Born in London, Woods was the son of a Metropolitan Police Sub-Divisional Inspector and was educated at Finchley Grammar School. He served in the King's Royal Rifle Corps and the Royal Ulster Rifles (into which he was commissioned in February 1944) throughout the Second World War, from 1939 to 1946, and then joined the Metropolitan Police as a Constable, rising through the ranks to Deputy Commander.

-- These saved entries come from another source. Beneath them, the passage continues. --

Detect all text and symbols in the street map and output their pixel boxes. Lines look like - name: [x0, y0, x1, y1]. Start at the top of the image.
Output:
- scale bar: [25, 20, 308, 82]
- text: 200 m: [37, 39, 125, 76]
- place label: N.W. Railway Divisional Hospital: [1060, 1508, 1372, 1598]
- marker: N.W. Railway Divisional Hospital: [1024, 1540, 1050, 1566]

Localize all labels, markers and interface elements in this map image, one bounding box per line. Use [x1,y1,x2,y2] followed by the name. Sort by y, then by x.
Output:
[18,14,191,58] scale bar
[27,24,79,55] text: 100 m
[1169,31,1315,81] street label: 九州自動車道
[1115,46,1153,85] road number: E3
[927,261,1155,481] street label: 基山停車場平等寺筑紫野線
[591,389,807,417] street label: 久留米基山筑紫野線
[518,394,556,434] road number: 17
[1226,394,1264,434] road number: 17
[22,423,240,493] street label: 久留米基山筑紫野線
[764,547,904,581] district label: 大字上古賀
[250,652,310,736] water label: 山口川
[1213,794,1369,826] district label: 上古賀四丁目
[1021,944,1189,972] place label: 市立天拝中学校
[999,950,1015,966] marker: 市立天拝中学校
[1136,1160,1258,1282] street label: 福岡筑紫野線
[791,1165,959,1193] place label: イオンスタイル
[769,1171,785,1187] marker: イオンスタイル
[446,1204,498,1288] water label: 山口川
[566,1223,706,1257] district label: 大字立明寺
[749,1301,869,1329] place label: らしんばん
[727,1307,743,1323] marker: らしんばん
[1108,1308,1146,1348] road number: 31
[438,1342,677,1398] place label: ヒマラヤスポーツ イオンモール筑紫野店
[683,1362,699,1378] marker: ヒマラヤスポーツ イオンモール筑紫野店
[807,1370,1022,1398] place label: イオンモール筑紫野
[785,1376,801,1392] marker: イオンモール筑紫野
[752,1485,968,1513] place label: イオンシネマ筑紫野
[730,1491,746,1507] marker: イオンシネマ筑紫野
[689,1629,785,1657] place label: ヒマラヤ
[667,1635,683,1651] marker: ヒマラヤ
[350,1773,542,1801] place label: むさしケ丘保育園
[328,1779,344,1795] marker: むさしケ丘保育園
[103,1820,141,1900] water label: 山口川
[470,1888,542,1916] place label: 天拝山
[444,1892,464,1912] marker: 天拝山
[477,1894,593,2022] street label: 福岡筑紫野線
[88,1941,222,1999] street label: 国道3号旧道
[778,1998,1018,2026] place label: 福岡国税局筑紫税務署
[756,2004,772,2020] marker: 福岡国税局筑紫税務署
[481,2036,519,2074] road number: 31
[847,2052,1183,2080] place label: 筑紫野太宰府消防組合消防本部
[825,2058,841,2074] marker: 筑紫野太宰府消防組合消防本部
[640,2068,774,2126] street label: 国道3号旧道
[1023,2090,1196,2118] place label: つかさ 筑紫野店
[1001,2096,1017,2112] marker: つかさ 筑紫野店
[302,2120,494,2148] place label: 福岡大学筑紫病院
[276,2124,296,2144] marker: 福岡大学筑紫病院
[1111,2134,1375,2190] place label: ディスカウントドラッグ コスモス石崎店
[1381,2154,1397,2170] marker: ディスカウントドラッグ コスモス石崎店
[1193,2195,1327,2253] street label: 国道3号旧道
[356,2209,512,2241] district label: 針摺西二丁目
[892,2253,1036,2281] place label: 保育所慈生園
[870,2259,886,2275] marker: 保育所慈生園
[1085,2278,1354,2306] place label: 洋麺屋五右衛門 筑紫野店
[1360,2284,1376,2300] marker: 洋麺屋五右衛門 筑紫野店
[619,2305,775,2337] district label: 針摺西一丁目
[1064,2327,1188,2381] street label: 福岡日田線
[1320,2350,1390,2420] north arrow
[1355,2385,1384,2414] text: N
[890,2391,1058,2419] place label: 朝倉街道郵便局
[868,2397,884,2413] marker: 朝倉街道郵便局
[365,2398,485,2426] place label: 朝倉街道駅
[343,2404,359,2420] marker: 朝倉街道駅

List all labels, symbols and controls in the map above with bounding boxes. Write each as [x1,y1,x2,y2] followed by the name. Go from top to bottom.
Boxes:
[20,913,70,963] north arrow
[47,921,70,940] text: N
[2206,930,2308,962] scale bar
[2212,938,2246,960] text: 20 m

In 1966, he was promoted Commander (Traffic) and in 1968 Deputy Assistant Commissioner (Management Services). The following year he was appointed Commandant of Bramshill Police College, and in 1970 returned to the Met as Assistant Commissioner "B" (Traffic). On 31 March 1972 he was moved to be Assistant Commissioner "C" (Crime). This caused a certain amount of controversy, since he had never previously served in the Criminal Investigation Department (CID), which he was now taking over. Robert Mark, the new Commissioner, had already stated that he believed uniformed and CID officers should be interchangeable in senior posts, and Woods's appointment was the first example of this policy. He was appointed Commander of the Order of the British Empire (CBE) in the 1973 Birthday Honours. In 1975, Mark appointed Woods Deputy Commissioner. He was appointed Knight Commander of the Royal Victorian Order (KCVO) in the 1977 Birthday Honours.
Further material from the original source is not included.